As for Jake Shields, I can't imagine BAMMA would have that kind of money but it's a nice thought.. a Daley-Shields rematch would still mean alot to global MMA.


----------



## edlavis88 (Jul 12, 2009)

I like Andy Craven a lot. Lots of different routes BAMMA can go with him. I wouldn't like to see him vs DuQuesnoy just yet but they could certainly do that. James Saville works as does Andrew Fisher but personally I'd love to see him mix it up with a vet. I hear Joachim Hansen is back on the European scene. A win over someone like that and BAMMA can sell the poop out of Craven.


----------



## kantowrestler (Jun 6, 2009)

It'll be interesting to see how things proceed from here.


----------



## BAMMA UK Guy (Jun 26, 2013)

Andrew Fisher is contracted to Bellator. Yes I do know the next city but I can't say just yet. In the next couple of weeks we should have some very exciting news to post.

Daley is fairly flexible with us he can fight for other non UK based orcs in MMA and for any Kickboxing org she so chooses so if he was to win the belt I don't think it would present that much of a problem.


Sent from Verticalsports.com App


----------



## kantowrestler (Jun 6, 2009)

Did you just refer to Daley as a she? lol


----------



## UKMMAGURU (Nov 15, 2009)

http://www.sherdog.com/events/M4tC-15-Bad-Blood-37397

M4TC are doing Scope-Gahadza in August.. you've got to get in there fast BAMMAGuy!!

:thumbsup:


----------



## kantowrestler (Jun 6, 2009)

That should be a good match up.


----------



## BAMMA UK Guy (Jun 26, 2013)

To be fair they already had that fight booked twice previously before so it would be rude for us now to steal that off them.

I have seen the first draft of potential BAMMA 16 fights so all I can say is whichever way you chalk it, it's going to be an insane lineup.


Sent from Verticalsports.com App


----------



## kantowrestler (Jun 6, 2009)

Could you also tell us roughly when it'll be?


----------



## BAMMA UK Guy (Jun 26, 2013)

Not quite yet.
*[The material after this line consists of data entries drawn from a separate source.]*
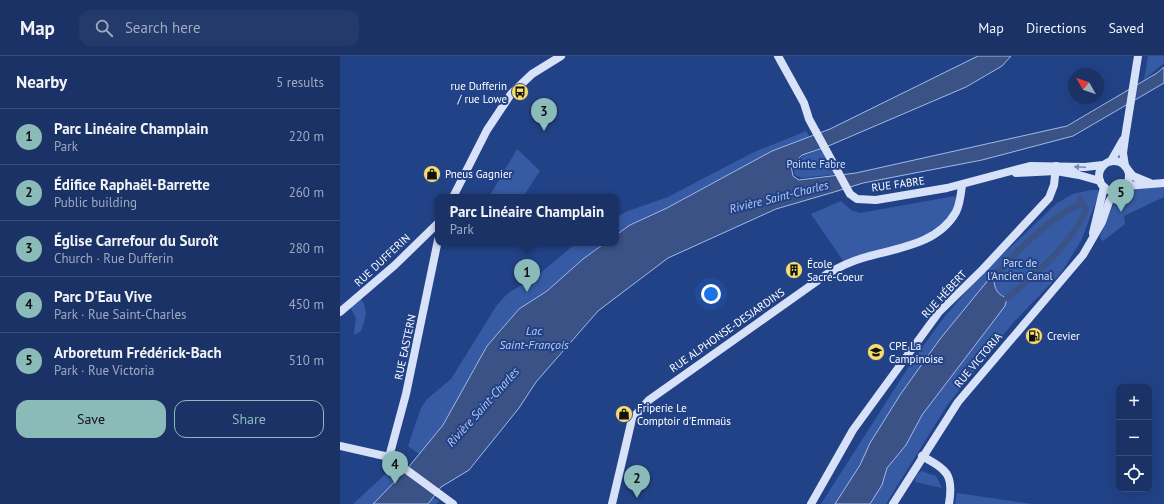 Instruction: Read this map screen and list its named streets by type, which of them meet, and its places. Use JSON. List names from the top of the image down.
{
  "streets": {
    "street": [
      "RUE FABRE",
      "RUE DUFFERIN",
      "RUE HÉBERT",
      "RUE ALPHONSE-DESJARDINS",
      "RUE EASTERN",
      "RUE VICTORIA"
    ]
  },
  "crossings": [
    ["RUE FABRE", "RUE HÉBERT"],
    ["RUE FABRE", "RUE ALPHONSE-DESJARDINS"],
    ["RUE FABRE", "RUE VICTORIA"]
  ],
  "water": ["Rivière Saint-Charles", "Lac Saint-François"],
  "parks": ["Pointe Fabre", "Parc de l'Ancien Canal"],
  "places": {
    "bus stop": ["rue Dufferin / rue Lowe"],
    "shop": ["Pneus Gagnier", "Friperie Le Comptoir d'Emmaüs"],
    "building": ["École Sacré-Coeur"],
    "fuel station": ["Crevier"],
    "school or university": ["CPE La Campinoise"]
  },
  "north": "top left",
  "page": {
    "header": "Map",
    "search": "Search here",
    "nav": ["Map", "Directions", "Saved"],
    "heading": ["Nearby", "5 results"],
    "pins": [
      "3",
      "5",
      "1",
      "4",
      "2"
    ],
    "list": [
      {
        "mark": "1",
        "name": "Parc Linéaire Champlain",
        "note": "Park",
        "value": "220 m"
      },
      {
        "mark": "2",
        "name": "Édifice Raphaël-Barrette",
        "note": "Public building",
        "value": "260 m"
      },
      {
        "mark": "3",
        "name": "Église Carrefour du Suroît",
        "note": "Church · Rue Dufferin",
        "value": "280 m"
      },
      {
        "mark": "4",
        "name": "Parc D'Eau Vive",
        "note": "Park · Rue Saint-Charles",
        "value": "450 m"
      },
      {
        "mark": "5",
        "name": "Arboretum Frédérick-Bach",
        "note": "Park · Rue Victoria",
        "value": "510 m"
      }
    ],
    "popup": ["Parc Linéaire Champlain", "Park"],
    "map_buttons": ["+", "−"],
    "buttons": ["Save", "Share"]
  }
}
It's all confirmed, but we are just waiting on one final thing to be a 100% to be in place so that we can announce with a main event.
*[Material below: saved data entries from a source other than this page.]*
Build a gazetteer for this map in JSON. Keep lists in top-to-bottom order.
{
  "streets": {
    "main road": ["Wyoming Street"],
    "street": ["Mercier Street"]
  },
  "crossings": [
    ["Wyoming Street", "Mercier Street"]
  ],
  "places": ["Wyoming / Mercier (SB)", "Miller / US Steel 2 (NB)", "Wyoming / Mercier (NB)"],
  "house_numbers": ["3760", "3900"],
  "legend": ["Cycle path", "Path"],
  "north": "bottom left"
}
Sent from Verticalsports.com App


----------



## UKMMAGURU (Nov 15, 2009)

BAMMA UK Guy said:


> Not quite yet. It's all confirmed, but we are just waiting on one final thing to be a 100% to be in place so that we can announce with a main event.
> 
> 
> Sent from Verticalsports.com App


What a tease!

:thumbsdown:


----------



## BAMMA UK Guy (Jun 26, 2013)

Hey I don't want to announce something then it falls apart and I'm left looking stupid, plus what I say can be considered official, so I have to be really careful. You never know who's reading this.
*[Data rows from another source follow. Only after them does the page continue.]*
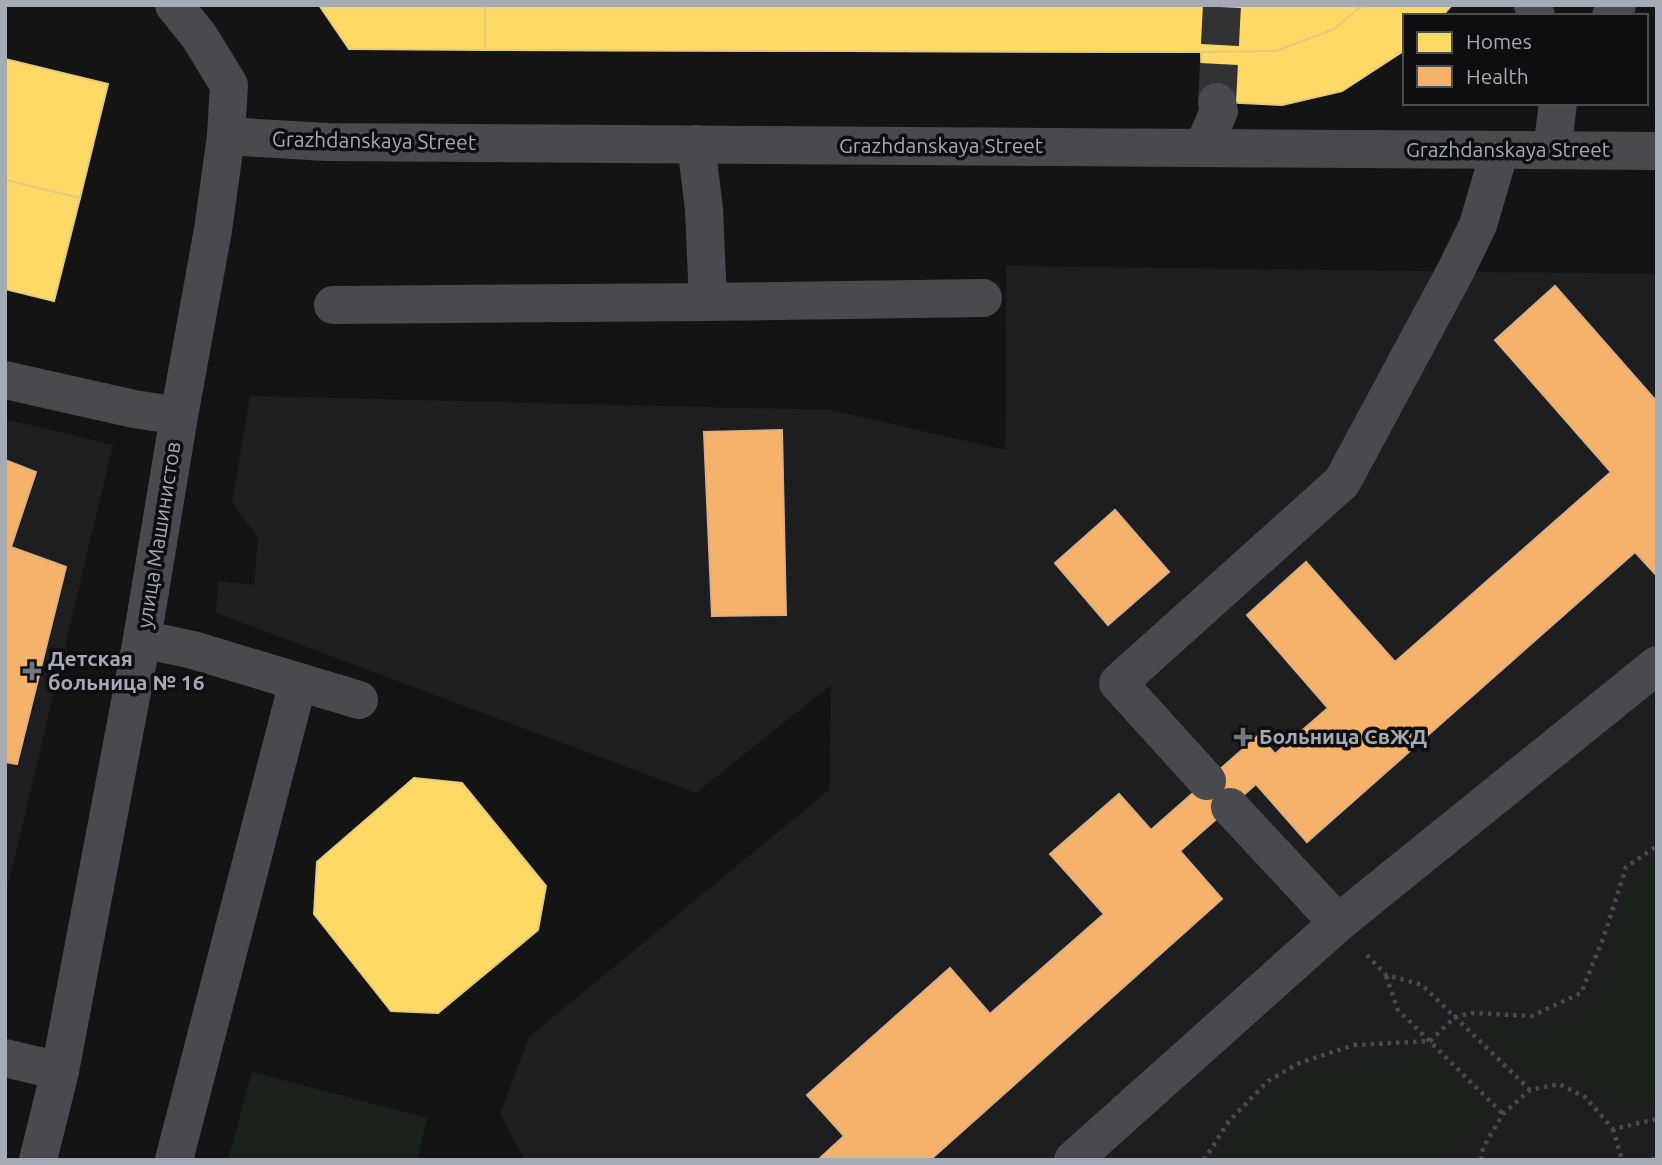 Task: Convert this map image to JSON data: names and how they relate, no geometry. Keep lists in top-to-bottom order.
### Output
{
  "streets": {
    "street": ["Grazhdanskaya Street", "улица Машинистов"]
  },
  "crossings": [
    ["Grazhdanskaya Street", "улица Машинистов"]
  ],
  "places": {
    "health": ["Детская больница № 16", "Больница СвЖД"]
  },
  "legend": ["Homes", "Health"]
}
Sent from Verticalsports.com App


----------



## UKMMAGURU (Nov 15, 2009)

BAMMA UK Guy said:


> Hey I don't want to announce something then it falls apart and I'm left looking stupid, plus what I say can be considered official, so I have to be really careful. You never know who's reading this.
> 
> 
> Sent from Verticalsports.com App


Sure, If it's part of the job requisite to keep the details quiet until a certain date I understand, not worth getting a slap on the wrist for some mugs on an internet forum.

Still you can drop us a few hints, does the card look at all similar to what we were estimating before? Is the venue in the North or South (don't have to be specific)? Are there any Americans on the card? etc

:wink01:


----------



## kantowrestler (Jun 6, 2009)

That should be interesting.


----------



## UKMMAGURU (Nov 15, 2009)

kantowrestler said:


> That should be interesting.


1. I have no idea what this adds to the topic.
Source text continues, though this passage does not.